God had spared her life, but He hadn’t saved her. That was her work to do in this life. Her penance.
So for three years she stayed by Thomas’s side, scavenging for firewood and rags and begging for alms on his behalf. She could usually get a goodly number of alms after Mass. She watched for the church doors to open. Those doors meant salvation—until she began changing, her body filling out in new ways, her monthly courses beginning. After that, when she begged after a Mass, women scowled at her and pushed their husbands along. They must have seen she was broken, the kind of broken that begins inside, marking the heart and the face.
She worked harder then, scavenging, learning to eat less and ignore the pains in her stomach. It had been a fall day, winter fast approaching, when her life ended for a second time.
Thomas would not rise one morning though she shook him—which she never dared to do—and told him that she had enough to buy dinner, plus enough firewood to last through at least two days. He looked beyond her, unblinking.
When she touched his cheek, she wondered if it had always been so cold. She pressed her hand to her own warm cheek. She put her hand to his again. Dead. The priest came to close his eyes, and a man with a foul, stained wooden cart came and picked up his body, throwing it in with others.
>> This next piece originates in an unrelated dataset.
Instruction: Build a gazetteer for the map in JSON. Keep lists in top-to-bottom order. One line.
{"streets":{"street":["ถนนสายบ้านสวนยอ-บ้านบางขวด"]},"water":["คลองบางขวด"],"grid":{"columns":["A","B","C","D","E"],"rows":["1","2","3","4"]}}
As she thought on this, Bjorn exhaled heavily as he continued following along with Bastion’s prayers. Bjorn had found her shortly after Thomas died. He spied her stealing bread, and when he grabbed her to arrest her, she pushed herself into his arms, not caring if he put her in the jail. He would have to hang her if he wanted to be free of her.
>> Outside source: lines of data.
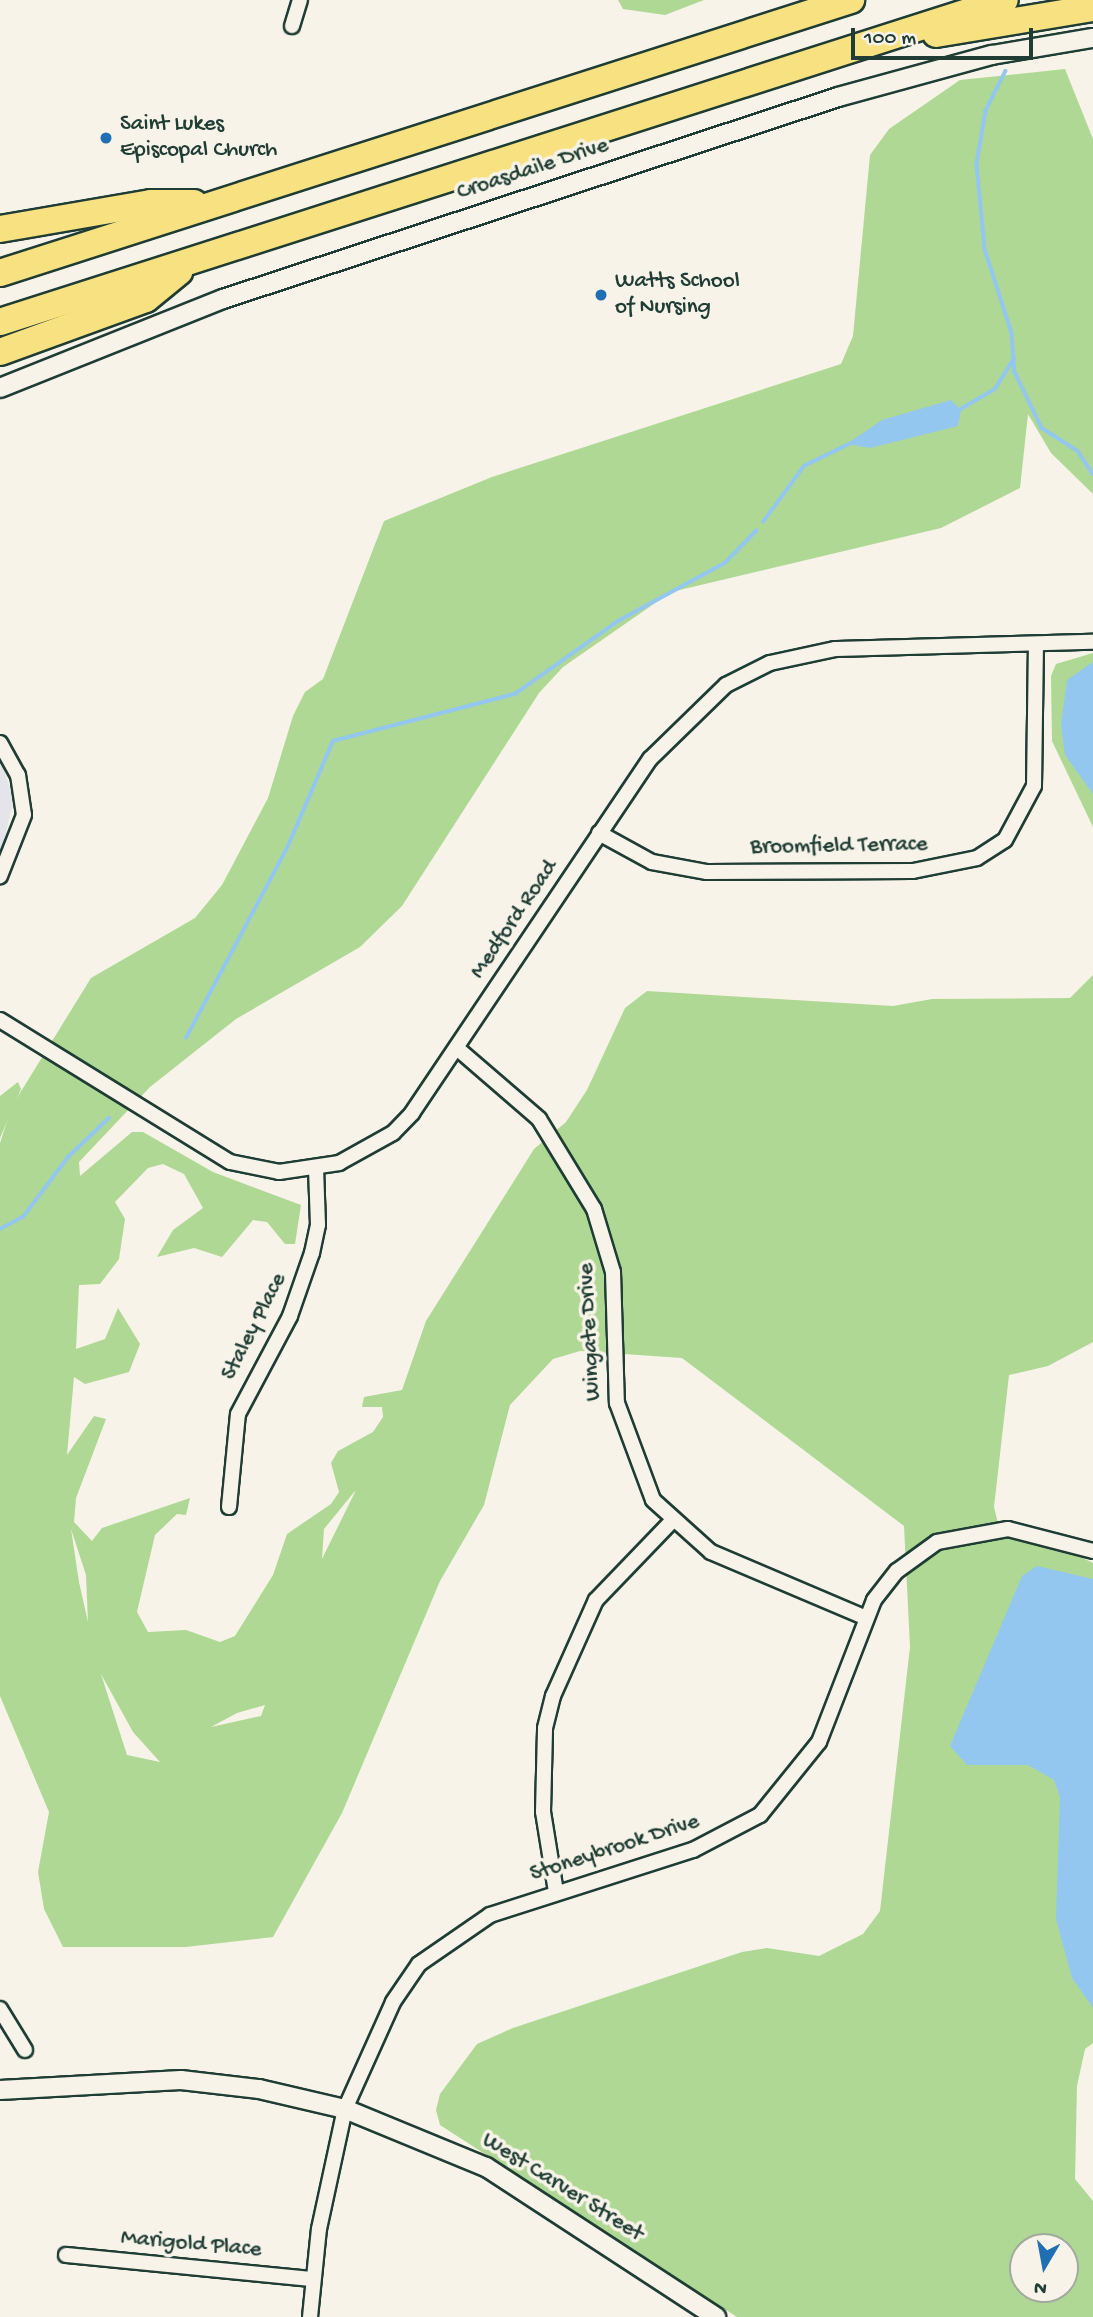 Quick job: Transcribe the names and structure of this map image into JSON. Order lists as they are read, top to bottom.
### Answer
{
  "streets": {
    "street": [
      "Croasdaile Drive",
      "Broomfield Terrace",
      "Medford Road",
      "Staley Place",
      "Wingate Drive",
      "Stoneybrook Drive",
      "West Carver Street",
      "Marigold Place"
    ]
  },
  "crossings": [
    ["Broomfield Terrace", "Medford Road"],
    ["Medford Road", "Staley Place"],
    ["Medford Road", "Wingate Drive"],
    ["Wingate Drive", "Stoneybrook Drive"],
    ["Stoneybrook Drive", "West Carver Street"],
    ["Stoneybrook Drive", "Marigold Place"]
  ],
  "places": ["Saint Lukes Episcopal Church", "Watts School of Nursing"],
  "scale_bar": "100 m",
  "north": "bottom"
}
Bjorn threatened to at first. But soon he realized how many things she could do and that she never complained at his treatment, and never complained when he stayed out late, and never demanded newer clothes or a fancier house with mirrors to catch the fleeting sun in winter.
He could continue his life just as before, she promised, only now he would have someone to keep him fed and warm.
“The wise man is the one who builds his home upon the rock,” Bastion proclaimed, bringing her back to the moment. “When the storms came, his house stood. My friends, a storm has come to this town. Can you feel the wind rising? Yes. A storm has come, and the wise man’s house will stand.”
When he smiled, something sweet crinkled around the edges of his eyes, something that made her want to encourage him further. He might be overcome with this kindness.
But the hard blue stones that were his eyes flashed and cut through the crowd, refusing to acknowledge her again. He spoke, using his hands as teachers do, waving them through the air to emphasize some emotions, using a single finger to jab a word straight at one person. Mia thought he looked like a sculptor, his hands working with some invisible material, shaping it before their unseeing eyes, creating and building, stacking words upon words, so that when he finished, there would be something unseen but finished between them.